Read through the listing and copy every line that contains the word "column".

______

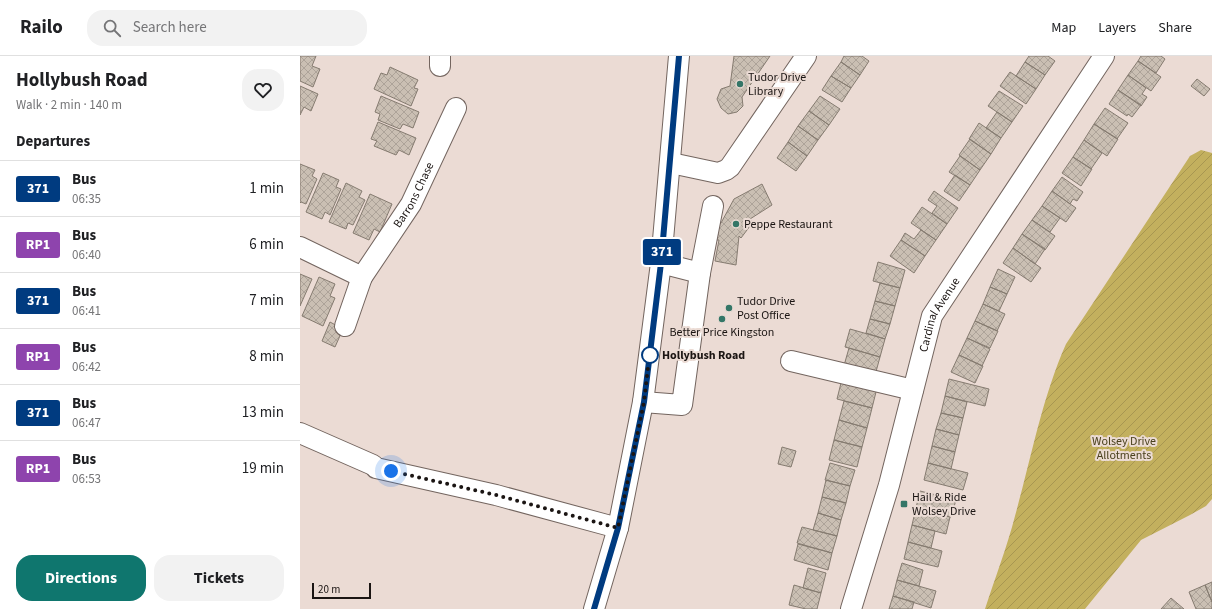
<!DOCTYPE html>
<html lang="en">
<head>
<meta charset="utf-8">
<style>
  :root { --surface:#fff; --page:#f2f2f2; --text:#202124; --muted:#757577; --line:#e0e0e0; --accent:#0f766e }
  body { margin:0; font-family:"Source Sans 3",sans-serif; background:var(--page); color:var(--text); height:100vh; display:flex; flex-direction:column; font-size:15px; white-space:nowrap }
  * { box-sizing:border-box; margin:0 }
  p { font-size:13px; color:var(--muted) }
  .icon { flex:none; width:22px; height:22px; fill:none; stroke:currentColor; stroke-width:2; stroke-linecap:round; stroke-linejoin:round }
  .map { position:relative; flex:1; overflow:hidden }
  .side { display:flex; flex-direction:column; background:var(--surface); width:300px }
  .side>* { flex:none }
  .badge { padding:0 8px; border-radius:3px; font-size:14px; line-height:26px }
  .scale { position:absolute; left:12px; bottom:10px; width:59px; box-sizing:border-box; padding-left:4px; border:2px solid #1b1513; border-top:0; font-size:11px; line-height:14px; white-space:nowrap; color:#1b1513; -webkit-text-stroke:3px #ebdbd4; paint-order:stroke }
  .you { position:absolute; width:20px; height:20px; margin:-10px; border:3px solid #fff; border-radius:50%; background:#1a73e8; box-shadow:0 0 0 6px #1a73e833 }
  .map>.badge { position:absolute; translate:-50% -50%; box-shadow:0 0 0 2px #fff }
  h2 { padding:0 16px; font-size:15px; line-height:36px }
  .round { display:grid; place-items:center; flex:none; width:42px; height:42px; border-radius:16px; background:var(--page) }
  .overview { display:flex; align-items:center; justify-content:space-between; height:68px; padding:0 16px }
  h1 { font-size:19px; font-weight:700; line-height:30px }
  .cta { display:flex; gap:8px; margin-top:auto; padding:8px 16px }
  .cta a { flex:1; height:46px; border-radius:16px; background:var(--accent); color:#fff; font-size:16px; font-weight:700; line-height:46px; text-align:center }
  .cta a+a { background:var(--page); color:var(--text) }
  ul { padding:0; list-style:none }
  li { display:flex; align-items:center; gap:12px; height:56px; padding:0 16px; border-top:1px solid var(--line) }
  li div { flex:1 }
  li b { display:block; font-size:15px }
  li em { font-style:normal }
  li .badge { min-width:44px; font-weight:700; text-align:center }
  header { display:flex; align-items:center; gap:24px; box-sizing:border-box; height:56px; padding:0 20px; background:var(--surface); border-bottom:1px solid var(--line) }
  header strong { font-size:19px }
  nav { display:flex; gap:22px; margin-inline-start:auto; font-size:14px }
  .search { width:280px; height:36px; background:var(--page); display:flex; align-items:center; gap:10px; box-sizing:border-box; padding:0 14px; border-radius:16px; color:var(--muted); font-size:15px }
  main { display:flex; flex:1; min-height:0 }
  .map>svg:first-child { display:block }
  .garden { fill:url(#garden-furrows) }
  .building { fill:url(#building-cross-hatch); stroke:#857b70 }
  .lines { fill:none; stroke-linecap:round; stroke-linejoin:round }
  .minor-casing { stroke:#73655f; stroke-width:22 }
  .minor { stroke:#fff; stroke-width:20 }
  .line-casing { stroke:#fff; stroke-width:9 }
  .line { stroke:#003b80; stroke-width:6 }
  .walk { stroke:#1b1513; stroke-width:4; stroke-dasharray:0 7.2 }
  .poi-dot { fill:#347667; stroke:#ebdbd4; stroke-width:1.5 }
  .stop-dot { fill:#fff; stroke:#003b80; stroke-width:2 }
  .labels { text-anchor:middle; stroke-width:4; stroke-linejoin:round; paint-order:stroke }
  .poi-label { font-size:12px; fill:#1b1513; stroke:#ebdbd4; text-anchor:start }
  .street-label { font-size:12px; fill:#1b1513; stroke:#ebdbd4 }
  .stop-label { font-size:12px; font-weight:bold; fill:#1b1513; stroke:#ebdbd4; text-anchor:start }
  .park-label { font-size:12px; fill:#4a411d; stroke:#ebdbd4 }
</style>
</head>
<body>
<header>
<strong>Railo</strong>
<div class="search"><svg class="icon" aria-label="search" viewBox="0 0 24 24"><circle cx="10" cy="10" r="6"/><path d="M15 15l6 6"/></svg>Search here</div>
<nav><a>Map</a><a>Layers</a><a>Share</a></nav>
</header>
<main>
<section class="side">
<div class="overview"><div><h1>Hollybush Road</h1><p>Walk · 2 min · 140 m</p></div><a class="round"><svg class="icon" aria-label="heart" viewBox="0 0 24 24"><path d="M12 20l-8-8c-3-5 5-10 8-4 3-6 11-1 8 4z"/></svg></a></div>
<h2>Departures</h2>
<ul>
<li><span class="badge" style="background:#003b80;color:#fff">371</span><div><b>Bus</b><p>06:35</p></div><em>1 min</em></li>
<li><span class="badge" style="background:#8e44ad;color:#fff">RP1</span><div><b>Bus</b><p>06:40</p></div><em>6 min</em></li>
<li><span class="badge" style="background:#003b80;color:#fff">371</span><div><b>Bus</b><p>06:41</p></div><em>7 min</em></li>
<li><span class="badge" style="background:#8e44ad;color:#fff">RP1</span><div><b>Bus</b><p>06:42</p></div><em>8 min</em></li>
<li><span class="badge" style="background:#003b80;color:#fff">371</span><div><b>Bus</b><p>06:47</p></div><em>13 min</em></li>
<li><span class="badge" style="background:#8e44ad;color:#fff">RP1</span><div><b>Bus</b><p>06:53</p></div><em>19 min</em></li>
</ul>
<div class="cta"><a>Directions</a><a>Tickets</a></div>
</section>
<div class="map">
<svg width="912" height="553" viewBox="0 0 912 553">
  <defs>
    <pattern id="garden-furrows" width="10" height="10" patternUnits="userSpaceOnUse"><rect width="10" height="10" fill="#c3b05e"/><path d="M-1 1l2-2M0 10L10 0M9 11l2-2" fill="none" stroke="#a79651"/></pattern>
    <pattern id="building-cross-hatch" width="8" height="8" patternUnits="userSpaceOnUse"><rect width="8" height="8" fill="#cabfb3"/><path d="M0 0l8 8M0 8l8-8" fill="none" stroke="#ada399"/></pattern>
  </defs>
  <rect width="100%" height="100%" fill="#ebdbd4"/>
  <path class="garden" d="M901,94L912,97V443L906,450L890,459L841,484L785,553H685C695,522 707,491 715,460C731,403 742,342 766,288L890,100Z"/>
  <path class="building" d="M0,0H16L12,10L20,13L13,31L0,25Z
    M434,0H470L442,41L443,50L437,56L428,58L421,52L417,43L421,33L430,30Z
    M544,0H562L569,5L560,19L541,6Z
    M729,0H748L755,5L745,19L725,6Z
    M841,0H861L865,3L856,17L838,5Z
    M838,5L861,21L851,35L828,19Z
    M541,6L560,19L551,32L531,20Z
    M725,6L745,19L736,33L716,20Z
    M90,11L118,24L114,32L118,33L111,50L74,33L81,17L87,19Z
    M710,16L736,33L726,48L700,30Z
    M828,19L846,32L842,38L847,41L841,50L818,34Z
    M531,20L551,32L542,46L522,34Z
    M897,23L910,33L904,40L891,30Z
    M0,30L18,38L11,55L4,51L0,59Z
    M818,34L841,49L832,61L828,58L827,60L809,48Z
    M699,35L723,50L712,66L688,50Z
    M81,40L119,56L113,72L103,68L100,73L78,64L80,58L75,56Z
    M520,40L540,53L529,69L509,55Z
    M805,52L828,67L817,83L794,68Z
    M509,55L529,69L518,84L498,70Z
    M697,56L712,66L701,82L686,72Z
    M78,66L116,82L109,99L99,94L96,99L74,90L77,85L71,83Z
    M679,67L701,82L691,98L669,83Z
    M794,68L818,83L807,100L784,84Z
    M498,70L518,84L507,100L488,86Z
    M670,83L691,98L680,114L659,99Z
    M784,84L802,97L791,113L773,101Z
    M488,86L507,100L496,115L477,102Z
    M660,100L680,114L670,129L649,116Z
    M773,101L792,113L781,130L762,117Z
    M0,108L15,114L12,120L17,123L6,148L1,146L0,147Z
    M23,117L39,124L36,131L41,133L30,159L25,156L22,163L6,156Z
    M655,119L670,129L659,145L644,135Z
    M762,121L783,136L777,145L773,143L770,148L752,135Z
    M46,127L62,135L59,141L65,144L53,169L48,167L46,173L29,166Z
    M462,128L472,149L450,163L453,166L441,182L439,180L436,209L415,205L419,184H415L418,169L421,167L434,143Z
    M634,135L658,152L647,168L632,157L637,150L628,144Z
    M752,135L776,152L766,166L742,150Z
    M70,138L92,148L80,176L74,173L69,184L53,177Z
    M742,150L760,162L750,176L732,164Z
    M622,151L647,168L636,184L611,167Z
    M732,164L755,180L745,194L722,178Z
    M621,174L636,184L625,200L601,184L605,177L614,183Z
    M722,178L745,193L735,208L713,192Z
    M601,184L625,200L614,217L590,200Z
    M713,192L741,212L731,226L703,207Z
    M578,206L605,214L600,232L573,225Z
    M698,213L715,221L707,238L690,231Z
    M0,218L12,223L0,250Z
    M19,221L35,228L30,240L35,242L23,270L2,260Z
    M580,227L600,232L595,250L575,245Z
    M690,231L707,238L699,255L683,248Z
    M575,245L595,250L590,268L570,263Z
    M683,248L705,258L697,275L675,265Z
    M570,263L590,268L585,283L566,277Z
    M675,265L698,275L690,292L667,282Z
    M30,266L43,273L35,291L22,285Z
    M550,273L585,283L580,301L545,291Z
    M667,282L690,293L682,310L659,299Z
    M549,292L580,301L574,323L543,313Z
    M659,299L683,310L675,327L651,316Z
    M542,323L577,332L572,352L537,343Z
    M649,323L689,333L685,350L645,340Z
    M645,340L667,346L663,362L641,357Z
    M544,345L572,352L567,372L539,364Z
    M641,357L663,362L659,379L636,373Z
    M539,364L567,372L562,391L534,384Z
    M636,373L659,379L655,396L632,390Z
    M534,384L562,391L557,411L529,404Z
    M632,390L655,396L651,413L628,407Z
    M482,391L496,395L491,411L478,408Z
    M530,407L555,414L550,430L525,424Z
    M628,407L668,417L663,434L624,424Z
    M526,424L550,430L546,447L522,441Z
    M620,435L656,444L651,461L616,452Z
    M522,441L546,447L541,464L518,457Z
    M616,452L650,461L646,478L612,469Z
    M518,457L541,464L537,480L513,474Z
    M612,469L635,475L631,492L608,486Z
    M502,471L537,480L532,497L497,487Z
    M608,486L642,495L638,511L604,503Z
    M498,488L532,497L528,514L494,504Z
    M602,507L623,514L619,530L597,524Z
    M508,512L526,517L521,537L503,532Z
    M597,524L636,535L631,552L593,540Z
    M912,526V546L905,529Z
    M494,529L521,537L517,553H506L489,549Z
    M905,529L912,546V553H896L889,536Z
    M593,540L614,546L612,553H589Z
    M871,542L884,553H861Z"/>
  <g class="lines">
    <defs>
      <g id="minor">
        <path d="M140,10V0"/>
        <path d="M371,107L418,117L426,114L430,111L506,0"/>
        <path id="s1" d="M0,191L62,221L111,148L156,52"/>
        <path d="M361,207L400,217"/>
        <path d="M45,270L62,221"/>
        <path d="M491,305L613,334"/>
        <path d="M343,346L382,349L400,217L413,150"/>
        <path d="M0,377L73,409"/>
        <path d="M76,412L196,439L318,472"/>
        <path d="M294,553L318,472L343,346L361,207L379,0"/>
        <path id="s2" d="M551,553L589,429L632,260L804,0"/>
      </g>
    </defs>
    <use href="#minor" class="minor-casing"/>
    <use href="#minor" class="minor"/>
  </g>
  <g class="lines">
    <defs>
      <path id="line" d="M294,553L318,472L344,346L361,207L379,0"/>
    </defs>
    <use href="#line" class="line-casing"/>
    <use href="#line" class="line"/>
    <path class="walk" d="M91,415L196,439L318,472L344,346L350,294V299"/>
  </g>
  <g class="poi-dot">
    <circle cx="440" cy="28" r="4"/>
    <circle cx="436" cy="168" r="4"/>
    <circle cx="429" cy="252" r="4"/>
    <circle cx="422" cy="263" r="4"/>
    <rect x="600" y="444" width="8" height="8" rx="2"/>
  </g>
  <circle class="stop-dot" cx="350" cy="299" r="8"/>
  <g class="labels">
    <g class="poi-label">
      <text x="448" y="25">Tudor Drive<tspan x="448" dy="14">Library</tspan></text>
      <text x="444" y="172">Peppe Restaurant</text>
      <text x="437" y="249">Tudor Drive<tspan x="437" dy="14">Post Office</tspan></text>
      <text x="422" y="280" text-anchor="middle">Better Price Kingston</text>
      <text x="612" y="445">Hail &amp; Ride<tspan x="612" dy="14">Wolsey Drive</tspan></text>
    </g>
    <g class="street-label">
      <text dy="4" stroke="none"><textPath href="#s1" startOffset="166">Barrons Chase</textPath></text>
      <text dy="4" stroke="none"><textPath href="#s2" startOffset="308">Cardinal Avenue</textPath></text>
    </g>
    <g class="stop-label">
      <text x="362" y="303">Hollybush Road</text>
    </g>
    <g class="park-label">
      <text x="824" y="389">Wolsey Drive<tspan x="824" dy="14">Allotments</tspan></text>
    </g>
  </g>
</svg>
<div class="scale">20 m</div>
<div class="you" style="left:91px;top:415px"></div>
<b class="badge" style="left:362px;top:196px;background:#003b80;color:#fff">371</b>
</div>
</main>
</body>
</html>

______

> [Completed exercise]
  body { margin:0; font-family:"Source Sans 3",sans-serif; background:var(--page); color:var(--text); height:100vh; display:flex; flex-direction:column; font-size:15px; white-space:nowrap }
  .side { display:flex; flex-direction:column; background:var(--surface); width:300px }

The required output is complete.